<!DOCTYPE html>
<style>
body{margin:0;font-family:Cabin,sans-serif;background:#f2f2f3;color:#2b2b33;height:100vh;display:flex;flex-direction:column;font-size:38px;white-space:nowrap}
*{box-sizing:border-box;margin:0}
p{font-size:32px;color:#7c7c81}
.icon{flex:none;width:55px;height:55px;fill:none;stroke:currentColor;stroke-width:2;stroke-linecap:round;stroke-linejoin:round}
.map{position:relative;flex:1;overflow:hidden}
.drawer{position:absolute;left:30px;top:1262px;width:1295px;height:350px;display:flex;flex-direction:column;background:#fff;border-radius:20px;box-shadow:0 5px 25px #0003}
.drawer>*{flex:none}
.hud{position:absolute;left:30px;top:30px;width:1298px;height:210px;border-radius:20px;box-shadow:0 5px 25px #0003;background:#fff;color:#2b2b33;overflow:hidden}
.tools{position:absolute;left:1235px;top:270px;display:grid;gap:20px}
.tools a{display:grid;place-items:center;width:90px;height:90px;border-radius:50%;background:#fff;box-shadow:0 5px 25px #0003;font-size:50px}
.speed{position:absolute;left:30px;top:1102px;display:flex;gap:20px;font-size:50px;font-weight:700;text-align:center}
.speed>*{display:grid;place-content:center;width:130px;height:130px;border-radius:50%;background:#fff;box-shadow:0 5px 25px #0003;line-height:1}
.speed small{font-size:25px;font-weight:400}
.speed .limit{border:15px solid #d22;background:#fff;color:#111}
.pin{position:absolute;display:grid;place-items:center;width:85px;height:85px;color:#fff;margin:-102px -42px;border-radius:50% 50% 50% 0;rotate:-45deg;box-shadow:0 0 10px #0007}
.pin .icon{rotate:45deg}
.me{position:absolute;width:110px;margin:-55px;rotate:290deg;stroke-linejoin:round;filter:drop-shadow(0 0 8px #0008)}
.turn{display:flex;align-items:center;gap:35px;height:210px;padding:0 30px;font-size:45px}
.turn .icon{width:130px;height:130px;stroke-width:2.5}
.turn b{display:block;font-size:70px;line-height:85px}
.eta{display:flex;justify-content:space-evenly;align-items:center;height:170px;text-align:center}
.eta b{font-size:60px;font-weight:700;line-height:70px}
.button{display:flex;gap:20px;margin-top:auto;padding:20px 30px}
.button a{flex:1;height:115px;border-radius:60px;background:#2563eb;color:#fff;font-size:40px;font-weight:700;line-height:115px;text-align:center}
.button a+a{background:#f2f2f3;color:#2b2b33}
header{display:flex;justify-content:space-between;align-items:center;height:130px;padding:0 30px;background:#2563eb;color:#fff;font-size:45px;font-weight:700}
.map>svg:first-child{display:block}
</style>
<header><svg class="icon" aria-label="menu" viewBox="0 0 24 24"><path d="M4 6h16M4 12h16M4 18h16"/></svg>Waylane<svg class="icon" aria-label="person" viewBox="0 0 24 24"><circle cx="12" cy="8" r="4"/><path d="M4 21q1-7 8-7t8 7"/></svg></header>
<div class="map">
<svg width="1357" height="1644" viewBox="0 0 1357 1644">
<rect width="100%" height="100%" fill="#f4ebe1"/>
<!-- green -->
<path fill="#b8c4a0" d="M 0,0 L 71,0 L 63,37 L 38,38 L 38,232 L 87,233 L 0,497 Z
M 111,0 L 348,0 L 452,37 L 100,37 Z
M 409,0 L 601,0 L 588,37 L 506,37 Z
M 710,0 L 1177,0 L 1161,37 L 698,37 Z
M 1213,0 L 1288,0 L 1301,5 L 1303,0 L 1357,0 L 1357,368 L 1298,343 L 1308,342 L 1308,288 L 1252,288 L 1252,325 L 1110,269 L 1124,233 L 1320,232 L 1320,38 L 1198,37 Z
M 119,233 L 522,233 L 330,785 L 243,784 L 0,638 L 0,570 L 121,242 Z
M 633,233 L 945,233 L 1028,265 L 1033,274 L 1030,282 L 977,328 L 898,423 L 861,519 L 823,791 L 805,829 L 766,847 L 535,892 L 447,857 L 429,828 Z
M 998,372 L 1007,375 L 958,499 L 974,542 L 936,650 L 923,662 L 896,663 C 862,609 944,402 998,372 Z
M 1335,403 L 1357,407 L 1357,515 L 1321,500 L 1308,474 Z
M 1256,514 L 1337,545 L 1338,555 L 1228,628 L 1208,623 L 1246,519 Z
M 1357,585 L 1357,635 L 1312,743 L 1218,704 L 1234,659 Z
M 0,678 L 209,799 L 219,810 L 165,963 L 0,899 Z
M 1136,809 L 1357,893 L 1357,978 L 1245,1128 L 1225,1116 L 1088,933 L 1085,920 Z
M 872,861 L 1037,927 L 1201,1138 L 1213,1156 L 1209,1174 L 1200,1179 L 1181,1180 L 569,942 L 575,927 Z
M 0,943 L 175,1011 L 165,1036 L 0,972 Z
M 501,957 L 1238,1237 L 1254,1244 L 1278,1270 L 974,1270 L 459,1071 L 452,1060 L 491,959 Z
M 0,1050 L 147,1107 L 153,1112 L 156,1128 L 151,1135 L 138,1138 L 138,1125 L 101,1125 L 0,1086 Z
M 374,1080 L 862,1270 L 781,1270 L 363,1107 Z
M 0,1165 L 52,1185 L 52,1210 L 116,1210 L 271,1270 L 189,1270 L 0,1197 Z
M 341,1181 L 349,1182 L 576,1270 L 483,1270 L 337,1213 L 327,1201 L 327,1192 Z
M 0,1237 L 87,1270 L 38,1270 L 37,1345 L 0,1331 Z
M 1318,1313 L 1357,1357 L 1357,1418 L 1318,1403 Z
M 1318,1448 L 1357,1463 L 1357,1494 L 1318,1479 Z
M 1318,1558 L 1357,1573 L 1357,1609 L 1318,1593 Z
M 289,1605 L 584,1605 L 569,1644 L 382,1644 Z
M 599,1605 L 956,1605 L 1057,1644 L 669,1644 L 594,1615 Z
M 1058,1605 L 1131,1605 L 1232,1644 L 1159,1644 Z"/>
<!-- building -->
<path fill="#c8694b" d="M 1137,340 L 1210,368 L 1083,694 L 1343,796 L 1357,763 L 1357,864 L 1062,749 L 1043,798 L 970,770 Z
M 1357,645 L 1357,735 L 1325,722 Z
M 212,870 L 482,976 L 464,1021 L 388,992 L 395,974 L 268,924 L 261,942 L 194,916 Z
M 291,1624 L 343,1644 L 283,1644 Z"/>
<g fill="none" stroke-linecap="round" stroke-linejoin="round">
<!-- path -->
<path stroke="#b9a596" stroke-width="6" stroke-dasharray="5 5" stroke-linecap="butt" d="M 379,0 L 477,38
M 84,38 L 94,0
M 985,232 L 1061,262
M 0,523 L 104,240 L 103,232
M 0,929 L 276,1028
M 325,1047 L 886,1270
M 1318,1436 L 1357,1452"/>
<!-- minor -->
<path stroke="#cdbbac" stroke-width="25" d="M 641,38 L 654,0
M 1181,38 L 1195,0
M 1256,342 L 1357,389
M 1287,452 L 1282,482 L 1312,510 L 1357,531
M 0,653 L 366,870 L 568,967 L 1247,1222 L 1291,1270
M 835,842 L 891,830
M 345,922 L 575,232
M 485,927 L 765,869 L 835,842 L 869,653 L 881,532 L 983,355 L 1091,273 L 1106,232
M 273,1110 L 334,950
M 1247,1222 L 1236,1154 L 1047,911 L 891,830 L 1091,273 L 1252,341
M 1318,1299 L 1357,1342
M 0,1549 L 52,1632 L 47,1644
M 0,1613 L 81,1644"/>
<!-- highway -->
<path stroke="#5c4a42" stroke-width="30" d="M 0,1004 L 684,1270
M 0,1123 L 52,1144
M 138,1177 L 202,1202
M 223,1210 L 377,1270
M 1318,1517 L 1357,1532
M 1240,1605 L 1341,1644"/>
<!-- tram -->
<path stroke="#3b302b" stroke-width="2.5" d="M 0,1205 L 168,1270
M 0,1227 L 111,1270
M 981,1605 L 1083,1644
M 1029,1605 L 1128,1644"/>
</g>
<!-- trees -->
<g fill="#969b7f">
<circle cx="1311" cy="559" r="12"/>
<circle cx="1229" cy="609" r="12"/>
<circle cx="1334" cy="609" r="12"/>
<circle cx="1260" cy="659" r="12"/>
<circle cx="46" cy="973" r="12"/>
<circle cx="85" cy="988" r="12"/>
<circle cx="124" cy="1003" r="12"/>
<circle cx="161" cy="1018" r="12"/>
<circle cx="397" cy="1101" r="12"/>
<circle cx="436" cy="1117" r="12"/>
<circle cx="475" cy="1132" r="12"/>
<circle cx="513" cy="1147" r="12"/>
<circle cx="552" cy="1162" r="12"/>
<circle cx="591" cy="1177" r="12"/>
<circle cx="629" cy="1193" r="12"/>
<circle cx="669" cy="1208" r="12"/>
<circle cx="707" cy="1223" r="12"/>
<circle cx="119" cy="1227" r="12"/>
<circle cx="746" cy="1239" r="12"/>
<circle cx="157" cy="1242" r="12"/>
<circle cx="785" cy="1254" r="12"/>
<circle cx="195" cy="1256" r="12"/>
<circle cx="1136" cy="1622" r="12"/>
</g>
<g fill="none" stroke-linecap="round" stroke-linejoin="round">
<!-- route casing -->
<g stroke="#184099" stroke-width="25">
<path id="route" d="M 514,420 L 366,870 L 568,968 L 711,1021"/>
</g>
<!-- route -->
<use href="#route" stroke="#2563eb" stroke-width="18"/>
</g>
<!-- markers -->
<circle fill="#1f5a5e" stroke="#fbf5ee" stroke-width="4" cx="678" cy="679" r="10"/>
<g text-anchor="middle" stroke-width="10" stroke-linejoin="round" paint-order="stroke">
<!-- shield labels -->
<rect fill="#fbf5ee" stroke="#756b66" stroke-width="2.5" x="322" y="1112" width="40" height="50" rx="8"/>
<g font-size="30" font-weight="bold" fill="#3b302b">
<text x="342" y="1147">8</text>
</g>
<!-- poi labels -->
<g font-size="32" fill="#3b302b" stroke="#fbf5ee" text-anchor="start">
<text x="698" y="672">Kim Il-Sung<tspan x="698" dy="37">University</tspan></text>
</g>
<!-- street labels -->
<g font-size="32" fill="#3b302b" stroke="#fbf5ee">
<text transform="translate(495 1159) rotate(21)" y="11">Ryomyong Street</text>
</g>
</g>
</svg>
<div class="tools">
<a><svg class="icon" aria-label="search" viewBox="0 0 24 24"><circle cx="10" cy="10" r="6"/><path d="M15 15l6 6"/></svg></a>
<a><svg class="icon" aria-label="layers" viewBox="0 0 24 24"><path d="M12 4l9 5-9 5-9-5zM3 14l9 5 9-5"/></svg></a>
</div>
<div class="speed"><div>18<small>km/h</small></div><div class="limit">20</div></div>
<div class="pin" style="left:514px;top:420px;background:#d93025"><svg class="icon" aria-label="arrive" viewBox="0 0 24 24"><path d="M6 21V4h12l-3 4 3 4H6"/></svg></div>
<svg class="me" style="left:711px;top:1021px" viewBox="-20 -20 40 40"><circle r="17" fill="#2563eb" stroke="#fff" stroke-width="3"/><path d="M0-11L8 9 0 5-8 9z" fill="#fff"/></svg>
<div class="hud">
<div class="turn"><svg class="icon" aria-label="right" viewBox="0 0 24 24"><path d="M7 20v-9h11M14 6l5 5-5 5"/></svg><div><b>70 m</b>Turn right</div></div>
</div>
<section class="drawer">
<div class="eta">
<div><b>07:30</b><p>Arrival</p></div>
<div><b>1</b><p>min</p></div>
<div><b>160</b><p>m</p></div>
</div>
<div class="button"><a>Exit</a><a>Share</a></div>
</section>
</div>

> [Instructions to follow]
The answer should consist of all lines from the records above that hold the word "grid".

> [Response to this exercise]
.tools{position:absolute;left:1235px;top:270px;display:grid;gap:20px}
.tools a{display:grid;place-items:center;width:90px;height:90px;border-radius:50%;background:#fff;box-shadow:0 5px 25px #0003;font-size:50px}
.speed>*{display:grid;place-content:center;width:130px;height:130px;border-radius:50%;background:#fff;box-shadow:0 5px 25px #0003;line-height:1}
.pin{position:absolute;display:grid;place-items:center;width:85px;height:85px;color:#fff;margin:-102px -42px;border-radius:50% 50% 50% 0;rotate:-45deg;box-shadow:0 0 10px #0007}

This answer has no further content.